Hundreds of civil servants from several areas, affiliated to the Public Servants Association, marched through the streets of Mthatha on Saturday in protest against ‘exorbitant’ medical aid contributions. The march culminated in the handing over of a memorandum of demands to a representative from the Government Employees Medical Scheme (Gems) including the immediate scrapping of a 9.5% membership contribution implemented at the beginning of February which they described as “economically unjustifiable, socially regressive and a betrayal of the scheme’s founding purpose”. Instead they called for a revised, affordable and socially defensible contribution structure to be developed in consultation with organised labour.
“Gems was never intended to operate as a commercial enterprise. It was established to ensure affordable, equitable access to health care for public servants, particularly lower- and middle-income workers,” the memorandum stated. “The implementation of a 9.8% increase in January, reduced to a 9.5% membership contribution increase effective on February 1, after a 13.4% increase in 2025, represents a cumulative escalation of more than 23% over two years.
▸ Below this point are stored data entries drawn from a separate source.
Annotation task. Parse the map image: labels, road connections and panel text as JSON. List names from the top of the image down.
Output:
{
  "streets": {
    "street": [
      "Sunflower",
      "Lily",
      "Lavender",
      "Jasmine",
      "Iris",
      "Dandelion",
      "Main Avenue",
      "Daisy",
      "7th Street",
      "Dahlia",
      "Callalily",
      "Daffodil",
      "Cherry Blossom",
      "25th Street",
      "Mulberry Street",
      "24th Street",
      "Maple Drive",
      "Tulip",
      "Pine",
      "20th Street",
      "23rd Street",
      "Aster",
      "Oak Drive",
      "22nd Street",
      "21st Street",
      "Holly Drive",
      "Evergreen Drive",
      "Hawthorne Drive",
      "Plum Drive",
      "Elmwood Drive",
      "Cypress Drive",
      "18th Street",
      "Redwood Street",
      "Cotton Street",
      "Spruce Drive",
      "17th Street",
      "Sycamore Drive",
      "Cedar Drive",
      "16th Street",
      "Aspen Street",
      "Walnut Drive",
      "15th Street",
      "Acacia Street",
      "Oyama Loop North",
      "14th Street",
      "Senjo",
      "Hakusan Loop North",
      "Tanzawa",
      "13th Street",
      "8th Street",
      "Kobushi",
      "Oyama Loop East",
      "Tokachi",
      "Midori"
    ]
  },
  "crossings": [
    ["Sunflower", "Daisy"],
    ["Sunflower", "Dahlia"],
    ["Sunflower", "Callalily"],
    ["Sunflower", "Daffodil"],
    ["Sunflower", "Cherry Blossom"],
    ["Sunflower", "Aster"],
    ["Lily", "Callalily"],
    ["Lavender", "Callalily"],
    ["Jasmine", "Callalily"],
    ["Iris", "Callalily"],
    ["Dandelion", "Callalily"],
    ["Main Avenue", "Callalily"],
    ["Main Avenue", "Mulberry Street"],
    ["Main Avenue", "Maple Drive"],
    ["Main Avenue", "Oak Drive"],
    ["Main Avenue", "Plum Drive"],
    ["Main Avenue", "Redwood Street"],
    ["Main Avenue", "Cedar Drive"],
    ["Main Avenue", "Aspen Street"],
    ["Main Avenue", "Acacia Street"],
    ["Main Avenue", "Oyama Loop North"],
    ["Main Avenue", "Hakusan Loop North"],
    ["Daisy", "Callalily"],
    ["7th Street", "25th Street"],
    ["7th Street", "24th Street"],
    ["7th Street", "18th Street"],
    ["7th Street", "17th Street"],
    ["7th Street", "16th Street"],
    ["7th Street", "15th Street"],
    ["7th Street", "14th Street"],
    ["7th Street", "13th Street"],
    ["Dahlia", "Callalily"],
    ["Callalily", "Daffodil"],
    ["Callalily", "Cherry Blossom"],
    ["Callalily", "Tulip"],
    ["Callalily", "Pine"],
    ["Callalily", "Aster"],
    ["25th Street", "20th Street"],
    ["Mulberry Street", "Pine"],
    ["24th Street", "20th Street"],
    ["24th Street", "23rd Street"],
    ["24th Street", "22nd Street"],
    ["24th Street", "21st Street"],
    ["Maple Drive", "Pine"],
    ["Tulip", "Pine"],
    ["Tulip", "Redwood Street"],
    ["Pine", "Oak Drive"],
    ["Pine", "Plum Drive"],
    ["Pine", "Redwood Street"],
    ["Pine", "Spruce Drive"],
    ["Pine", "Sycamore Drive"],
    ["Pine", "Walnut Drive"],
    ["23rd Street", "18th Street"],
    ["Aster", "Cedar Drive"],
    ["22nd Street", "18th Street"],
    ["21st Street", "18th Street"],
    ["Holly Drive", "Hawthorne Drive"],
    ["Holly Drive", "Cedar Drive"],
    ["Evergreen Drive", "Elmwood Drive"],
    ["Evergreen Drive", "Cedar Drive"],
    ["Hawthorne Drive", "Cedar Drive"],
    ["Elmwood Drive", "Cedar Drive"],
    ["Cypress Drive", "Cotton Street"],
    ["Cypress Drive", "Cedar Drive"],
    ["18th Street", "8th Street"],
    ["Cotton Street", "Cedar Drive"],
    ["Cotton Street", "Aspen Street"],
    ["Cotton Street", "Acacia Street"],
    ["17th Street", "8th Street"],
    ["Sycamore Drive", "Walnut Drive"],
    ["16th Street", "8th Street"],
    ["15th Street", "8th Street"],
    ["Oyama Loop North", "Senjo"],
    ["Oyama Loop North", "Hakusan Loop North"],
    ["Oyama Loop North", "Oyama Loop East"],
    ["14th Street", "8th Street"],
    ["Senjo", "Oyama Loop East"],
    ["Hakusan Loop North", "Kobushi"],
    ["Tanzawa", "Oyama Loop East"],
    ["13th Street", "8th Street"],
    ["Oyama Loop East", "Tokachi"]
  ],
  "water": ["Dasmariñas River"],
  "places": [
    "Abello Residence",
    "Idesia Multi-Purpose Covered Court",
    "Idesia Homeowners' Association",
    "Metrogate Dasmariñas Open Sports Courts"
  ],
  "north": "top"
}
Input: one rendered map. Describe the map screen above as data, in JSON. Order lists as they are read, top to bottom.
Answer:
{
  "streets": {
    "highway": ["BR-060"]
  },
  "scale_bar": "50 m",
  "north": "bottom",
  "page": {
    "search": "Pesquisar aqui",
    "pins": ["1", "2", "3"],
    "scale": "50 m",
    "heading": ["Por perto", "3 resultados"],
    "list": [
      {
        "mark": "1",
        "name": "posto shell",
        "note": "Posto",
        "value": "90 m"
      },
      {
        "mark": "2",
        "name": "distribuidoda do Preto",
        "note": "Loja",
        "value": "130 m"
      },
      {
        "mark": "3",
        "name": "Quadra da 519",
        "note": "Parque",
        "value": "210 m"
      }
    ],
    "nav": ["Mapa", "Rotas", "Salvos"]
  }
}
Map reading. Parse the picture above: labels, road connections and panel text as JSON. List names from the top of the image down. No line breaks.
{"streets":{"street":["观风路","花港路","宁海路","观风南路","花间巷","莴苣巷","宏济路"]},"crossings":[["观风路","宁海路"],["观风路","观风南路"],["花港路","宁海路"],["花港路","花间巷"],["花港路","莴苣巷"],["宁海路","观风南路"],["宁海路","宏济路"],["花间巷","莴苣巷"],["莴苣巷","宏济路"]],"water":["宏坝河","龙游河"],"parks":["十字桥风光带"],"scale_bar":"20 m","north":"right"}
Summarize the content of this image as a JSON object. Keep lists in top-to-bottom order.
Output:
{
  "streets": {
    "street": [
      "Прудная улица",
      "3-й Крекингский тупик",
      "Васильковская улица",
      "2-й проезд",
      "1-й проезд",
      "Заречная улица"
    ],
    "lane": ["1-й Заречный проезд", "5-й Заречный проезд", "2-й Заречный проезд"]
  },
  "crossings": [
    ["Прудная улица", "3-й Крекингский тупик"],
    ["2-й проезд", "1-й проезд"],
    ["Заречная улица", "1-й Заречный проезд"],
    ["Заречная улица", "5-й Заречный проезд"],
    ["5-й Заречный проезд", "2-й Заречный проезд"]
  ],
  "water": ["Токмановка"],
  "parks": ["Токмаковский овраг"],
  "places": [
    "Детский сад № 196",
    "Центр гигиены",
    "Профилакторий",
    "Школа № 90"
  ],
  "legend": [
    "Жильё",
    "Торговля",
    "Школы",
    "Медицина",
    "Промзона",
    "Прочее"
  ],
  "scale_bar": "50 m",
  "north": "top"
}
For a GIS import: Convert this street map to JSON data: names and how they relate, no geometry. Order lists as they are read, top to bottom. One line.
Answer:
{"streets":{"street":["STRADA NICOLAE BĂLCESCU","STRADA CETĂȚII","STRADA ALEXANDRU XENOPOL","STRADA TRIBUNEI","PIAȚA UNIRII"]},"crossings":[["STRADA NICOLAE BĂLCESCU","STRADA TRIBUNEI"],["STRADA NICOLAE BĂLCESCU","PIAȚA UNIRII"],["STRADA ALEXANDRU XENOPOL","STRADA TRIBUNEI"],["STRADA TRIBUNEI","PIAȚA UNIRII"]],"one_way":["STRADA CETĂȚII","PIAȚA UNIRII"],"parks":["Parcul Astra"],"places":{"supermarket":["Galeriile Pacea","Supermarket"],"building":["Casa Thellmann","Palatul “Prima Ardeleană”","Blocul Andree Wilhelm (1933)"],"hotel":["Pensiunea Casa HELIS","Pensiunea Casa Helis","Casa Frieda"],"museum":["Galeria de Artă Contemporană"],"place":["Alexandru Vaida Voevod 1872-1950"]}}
Public servants will not continue to fund structural inefficiencies, governance weaknesses and cost drivers that have not been transparently addressed.” The PSA reportedly has about 14,000 members in the Eastern Cape alone, according to one provincial shop steward, Buyisile Mkhendlana. Meanwhile, the memorandum also highlighted that public servants were now facing the erosion of their real wages, escalating household debts, rising food, transport and energy costs, as well as increasing medical aid contributions that far outpaced salary adjustments. While many were now downgrading their medical aid benefits, their families were being forced into “impossible trade-offs between health care and basic survival”.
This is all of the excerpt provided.